Absorpsi kalsium dihambat oleh senyawa-senyawa yang membentuk
garam-garam kalsium yang tidak larut seperti oksalat dan fitat (Gropper et al.
2009). Menurut Burton dan Foster (1988) asam oksalat yang terdapat dalam
bayam dan sayuran lain dapat menghambat absorpsi kalsium. Oksalat dan
kalsium akan membentuk kalsium oksalat yang tidak dapat diabsorpsi di usus
halus. Efek ini tergantung dari jumlah oksalat yang terdapat pada makanan yang
dikonsumsi.
Setelah oksalat, asam fitat diduga juga dapat menghambat absorpsi
kalsium. Fitat dalam tubuh akan membentuk garam kalsium yang tidak larut
sehingga kalsium menjadi tidak tersedia untuk diabsorpsi (Burton & Foster 1988).
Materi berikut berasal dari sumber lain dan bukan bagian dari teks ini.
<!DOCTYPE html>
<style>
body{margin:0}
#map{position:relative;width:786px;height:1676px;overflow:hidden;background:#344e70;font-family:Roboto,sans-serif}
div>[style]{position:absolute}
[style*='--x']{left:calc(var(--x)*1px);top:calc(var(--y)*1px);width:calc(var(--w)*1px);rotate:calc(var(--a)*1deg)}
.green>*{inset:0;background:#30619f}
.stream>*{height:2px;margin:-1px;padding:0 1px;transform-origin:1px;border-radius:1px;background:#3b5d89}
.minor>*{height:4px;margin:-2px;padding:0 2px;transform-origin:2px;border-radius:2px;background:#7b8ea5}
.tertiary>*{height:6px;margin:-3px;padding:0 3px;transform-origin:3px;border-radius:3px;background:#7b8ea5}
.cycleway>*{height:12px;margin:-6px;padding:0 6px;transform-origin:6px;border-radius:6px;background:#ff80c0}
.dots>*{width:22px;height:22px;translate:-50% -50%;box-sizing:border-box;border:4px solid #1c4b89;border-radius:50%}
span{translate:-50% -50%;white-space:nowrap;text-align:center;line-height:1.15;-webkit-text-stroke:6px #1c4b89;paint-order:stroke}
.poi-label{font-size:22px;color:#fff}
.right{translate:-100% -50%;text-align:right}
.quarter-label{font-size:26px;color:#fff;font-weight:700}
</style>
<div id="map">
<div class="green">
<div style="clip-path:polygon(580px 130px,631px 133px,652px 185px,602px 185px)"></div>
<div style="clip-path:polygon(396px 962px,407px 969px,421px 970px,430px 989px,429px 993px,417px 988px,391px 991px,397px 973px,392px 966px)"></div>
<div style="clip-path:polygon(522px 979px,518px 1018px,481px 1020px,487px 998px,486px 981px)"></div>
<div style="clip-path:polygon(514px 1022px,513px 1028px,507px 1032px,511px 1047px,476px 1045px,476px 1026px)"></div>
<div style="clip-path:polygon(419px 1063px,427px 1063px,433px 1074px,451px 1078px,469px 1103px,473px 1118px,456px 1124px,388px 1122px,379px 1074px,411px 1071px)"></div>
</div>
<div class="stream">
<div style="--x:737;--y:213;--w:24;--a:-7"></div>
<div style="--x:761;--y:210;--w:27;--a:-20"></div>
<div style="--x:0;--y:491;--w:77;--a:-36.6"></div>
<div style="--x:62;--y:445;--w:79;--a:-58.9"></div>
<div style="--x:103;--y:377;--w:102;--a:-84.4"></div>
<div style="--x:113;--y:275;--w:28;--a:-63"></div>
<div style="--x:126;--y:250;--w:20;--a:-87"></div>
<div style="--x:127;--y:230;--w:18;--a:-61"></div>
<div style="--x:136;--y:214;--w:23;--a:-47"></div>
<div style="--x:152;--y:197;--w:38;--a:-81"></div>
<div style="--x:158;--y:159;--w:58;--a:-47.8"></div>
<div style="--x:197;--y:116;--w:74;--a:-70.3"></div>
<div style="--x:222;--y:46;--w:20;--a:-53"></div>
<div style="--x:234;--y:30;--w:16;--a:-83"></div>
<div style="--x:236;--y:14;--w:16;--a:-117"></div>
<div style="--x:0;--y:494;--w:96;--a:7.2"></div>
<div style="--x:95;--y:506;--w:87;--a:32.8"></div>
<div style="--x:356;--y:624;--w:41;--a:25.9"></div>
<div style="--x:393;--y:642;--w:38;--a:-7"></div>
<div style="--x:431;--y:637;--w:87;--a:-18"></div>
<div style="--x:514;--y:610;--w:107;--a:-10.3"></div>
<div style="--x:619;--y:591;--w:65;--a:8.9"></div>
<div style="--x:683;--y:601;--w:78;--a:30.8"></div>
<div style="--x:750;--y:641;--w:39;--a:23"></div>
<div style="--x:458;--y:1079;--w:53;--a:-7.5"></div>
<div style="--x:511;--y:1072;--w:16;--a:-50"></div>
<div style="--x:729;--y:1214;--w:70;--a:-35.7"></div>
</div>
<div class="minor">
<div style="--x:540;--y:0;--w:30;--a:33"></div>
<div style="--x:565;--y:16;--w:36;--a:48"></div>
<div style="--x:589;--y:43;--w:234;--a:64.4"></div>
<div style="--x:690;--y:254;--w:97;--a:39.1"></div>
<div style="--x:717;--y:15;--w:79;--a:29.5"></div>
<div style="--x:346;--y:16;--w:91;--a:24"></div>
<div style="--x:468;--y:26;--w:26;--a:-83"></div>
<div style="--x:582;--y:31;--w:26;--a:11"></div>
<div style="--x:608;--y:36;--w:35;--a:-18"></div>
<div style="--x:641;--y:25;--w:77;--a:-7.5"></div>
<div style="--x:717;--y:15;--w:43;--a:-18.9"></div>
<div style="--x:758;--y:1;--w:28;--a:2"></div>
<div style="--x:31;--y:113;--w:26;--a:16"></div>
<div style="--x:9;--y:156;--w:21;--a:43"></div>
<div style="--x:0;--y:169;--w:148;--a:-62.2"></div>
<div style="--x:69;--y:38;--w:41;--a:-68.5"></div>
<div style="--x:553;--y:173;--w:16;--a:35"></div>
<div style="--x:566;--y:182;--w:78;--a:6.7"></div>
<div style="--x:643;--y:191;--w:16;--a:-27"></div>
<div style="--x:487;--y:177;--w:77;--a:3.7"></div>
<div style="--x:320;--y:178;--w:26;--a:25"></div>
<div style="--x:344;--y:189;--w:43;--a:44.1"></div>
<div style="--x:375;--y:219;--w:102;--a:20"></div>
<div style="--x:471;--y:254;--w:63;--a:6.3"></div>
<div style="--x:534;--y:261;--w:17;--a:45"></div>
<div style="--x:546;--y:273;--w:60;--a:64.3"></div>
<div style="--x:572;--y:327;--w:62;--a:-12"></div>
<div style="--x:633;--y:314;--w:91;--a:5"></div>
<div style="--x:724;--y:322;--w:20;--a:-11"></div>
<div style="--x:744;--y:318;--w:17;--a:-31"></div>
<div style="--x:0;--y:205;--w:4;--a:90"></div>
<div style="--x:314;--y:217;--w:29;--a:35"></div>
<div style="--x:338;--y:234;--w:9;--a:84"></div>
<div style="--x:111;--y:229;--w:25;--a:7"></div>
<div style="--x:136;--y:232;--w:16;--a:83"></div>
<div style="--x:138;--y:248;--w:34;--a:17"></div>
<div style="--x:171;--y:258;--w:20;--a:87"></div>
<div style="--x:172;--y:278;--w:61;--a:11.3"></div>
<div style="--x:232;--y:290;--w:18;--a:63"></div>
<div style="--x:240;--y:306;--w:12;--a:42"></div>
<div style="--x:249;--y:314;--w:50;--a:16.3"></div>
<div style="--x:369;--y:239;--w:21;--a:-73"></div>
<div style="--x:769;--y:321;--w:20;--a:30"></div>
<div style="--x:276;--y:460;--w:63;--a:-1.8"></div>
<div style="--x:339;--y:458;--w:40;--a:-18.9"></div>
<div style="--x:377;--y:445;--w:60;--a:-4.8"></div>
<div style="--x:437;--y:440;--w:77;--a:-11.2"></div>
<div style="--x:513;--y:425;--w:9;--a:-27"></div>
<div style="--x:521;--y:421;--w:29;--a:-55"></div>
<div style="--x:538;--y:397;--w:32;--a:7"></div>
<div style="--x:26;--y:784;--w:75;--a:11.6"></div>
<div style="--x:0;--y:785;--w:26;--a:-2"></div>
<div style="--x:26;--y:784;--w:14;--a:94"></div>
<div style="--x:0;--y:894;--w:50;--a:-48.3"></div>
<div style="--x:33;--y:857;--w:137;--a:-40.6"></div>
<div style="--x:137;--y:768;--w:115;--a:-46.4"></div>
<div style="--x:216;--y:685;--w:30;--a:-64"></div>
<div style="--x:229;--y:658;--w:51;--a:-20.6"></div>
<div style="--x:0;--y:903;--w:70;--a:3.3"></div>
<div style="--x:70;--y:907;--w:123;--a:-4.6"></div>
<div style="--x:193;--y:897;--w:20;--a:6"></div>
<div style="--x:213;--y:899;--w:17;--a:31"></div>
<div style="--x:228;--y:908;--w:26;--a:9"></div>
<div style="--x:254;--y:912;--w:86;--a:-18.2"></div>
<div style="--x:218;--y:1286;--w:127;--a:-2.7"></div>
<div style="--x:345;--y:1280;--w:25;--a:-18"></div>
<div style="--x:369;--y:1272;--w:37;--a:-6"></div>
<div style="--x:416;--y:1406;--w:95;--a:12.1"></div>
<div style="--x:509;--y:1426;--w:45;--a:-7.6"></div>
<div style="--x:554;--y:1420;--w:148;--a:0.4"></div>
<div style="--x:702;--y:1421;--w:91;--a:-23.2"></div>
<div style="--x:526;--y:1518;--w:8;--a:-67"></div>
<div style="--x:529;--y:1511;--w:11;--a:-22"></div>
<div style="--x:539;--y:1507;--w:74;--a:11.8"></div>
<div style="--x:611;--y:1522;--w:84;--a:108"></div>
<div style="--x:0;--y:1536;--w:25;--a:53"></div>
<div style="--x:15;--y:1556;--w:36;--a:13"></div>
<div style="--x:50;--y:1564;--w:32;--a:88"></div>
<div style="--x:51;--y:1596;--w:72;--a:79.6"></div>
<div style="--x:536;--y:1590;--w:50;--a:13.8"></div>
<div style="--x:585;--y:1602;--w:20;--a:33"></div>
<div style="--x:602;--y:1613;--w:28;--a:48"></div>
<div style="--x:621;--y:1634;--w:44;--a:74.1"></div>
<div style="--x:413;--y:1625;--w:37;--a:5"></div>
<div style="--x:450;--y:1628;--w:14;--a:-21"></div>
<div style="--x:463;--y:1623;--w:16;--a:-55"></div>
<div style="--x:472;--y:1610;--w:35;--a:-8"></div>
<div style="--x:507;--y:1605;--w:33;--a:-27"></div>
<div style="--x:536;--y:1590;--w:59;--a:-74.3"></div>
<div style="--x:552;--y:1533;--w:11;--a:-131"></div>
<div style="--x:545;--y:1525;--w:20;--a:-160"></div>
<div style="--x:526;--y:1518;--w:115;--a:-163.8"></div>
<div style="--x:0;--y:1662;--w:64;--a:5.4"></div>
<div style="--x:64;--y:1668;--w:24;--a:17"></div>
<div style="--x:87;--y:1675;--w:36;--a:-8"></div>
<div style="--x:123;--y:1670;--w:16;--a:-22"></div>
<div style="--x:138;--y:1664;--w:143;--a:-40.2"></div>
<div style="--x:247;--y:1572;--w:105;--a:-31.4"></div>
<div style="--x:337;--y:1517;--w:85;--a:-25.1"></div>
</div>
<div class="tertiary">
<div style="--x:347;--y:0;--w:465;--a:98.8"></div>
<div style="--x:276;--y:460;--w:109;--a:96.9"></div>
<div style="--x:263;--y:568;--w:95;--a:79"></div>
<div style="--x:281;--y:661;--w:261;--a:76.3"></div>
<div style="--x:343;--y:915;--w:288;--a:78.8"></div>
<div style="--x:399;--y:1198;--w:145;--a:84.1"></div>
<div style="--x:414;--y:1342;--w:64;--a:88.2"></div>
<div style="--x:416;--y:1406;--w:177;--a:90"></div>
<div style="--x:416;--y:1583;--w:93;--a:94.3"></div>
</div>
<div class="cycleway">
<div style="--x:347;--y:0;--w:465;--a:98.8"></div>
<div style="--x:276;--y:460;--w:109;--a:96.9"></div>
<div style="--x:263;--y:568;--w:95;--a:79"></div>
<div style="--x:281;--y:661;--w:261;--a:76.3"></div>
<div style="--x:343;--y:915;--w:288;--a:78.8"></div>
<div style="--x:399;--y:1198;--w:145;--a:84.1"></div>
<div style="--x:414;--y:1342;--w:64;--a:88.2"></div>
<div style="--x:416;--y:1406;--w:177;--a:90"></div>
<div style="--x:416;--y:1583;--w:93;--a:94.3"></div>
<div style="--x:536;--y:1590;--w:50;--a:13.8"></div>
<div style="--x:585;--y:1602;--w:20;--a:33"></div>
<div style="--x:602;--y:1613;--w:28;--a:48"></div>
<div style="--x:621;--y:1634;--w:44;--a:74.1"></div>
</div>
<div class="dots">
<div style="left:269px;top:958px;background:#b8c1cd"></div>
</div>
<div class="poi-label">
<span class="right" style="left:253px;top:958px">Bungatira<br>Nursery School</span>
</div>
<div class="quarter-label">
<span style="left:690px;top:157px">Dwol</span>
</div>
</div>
Asam fitat terdapat pada serealia seperti roti dan gandum serta beras. Fitat yang
terdapat pada 250 g roti dapat mencegah penyerapan kalsium hingga 300 mg,
yaitu sekitar sepertiga dari kebutuhan rata-rata kalsium sehari (Wiseman 2002).
Gangguan
penyerapan
kalsium
dapat
terjadi
bila
terdapat
ketidakseimbangan antara kalsium dan fosfor. Kalsium dan fosfor bekerja saling
berkaitan dalam tubuh (Khomsan 2002). Rasio vital antara Ca:P untuk
pertumbuhan tulang yang ideal adalah 1:1 hingga 2:1 (IOM 1991; Khomsan
2002).
Serat dan lemak diduga dapat mempengaruhi absorpsi kalsium tubuh.
Serat diduga menurunkan absorpsi kalsium. Hal ini terjadi karena serat
menurunkan waktu transit makanan di dalam saluran cerna sehingga
mengurangi kesempatan untuk absorpsi (Almatsier 2006). Lemak meningkatkan
waktu transit makanan melalui saluran cerna, dengan demikian memberi waktu
lebih banyak untuk absorpsi kalsium.
Pada kondisi normal, kekurangan lemak sangat sedikit pengaruhnya
terhadap penyerapan kalsium oleh usus. Namun, pada kondisi abnormal
tertentu, kehilangan kalsium dapat terjadi akibat terganggunya absorpsi lemak.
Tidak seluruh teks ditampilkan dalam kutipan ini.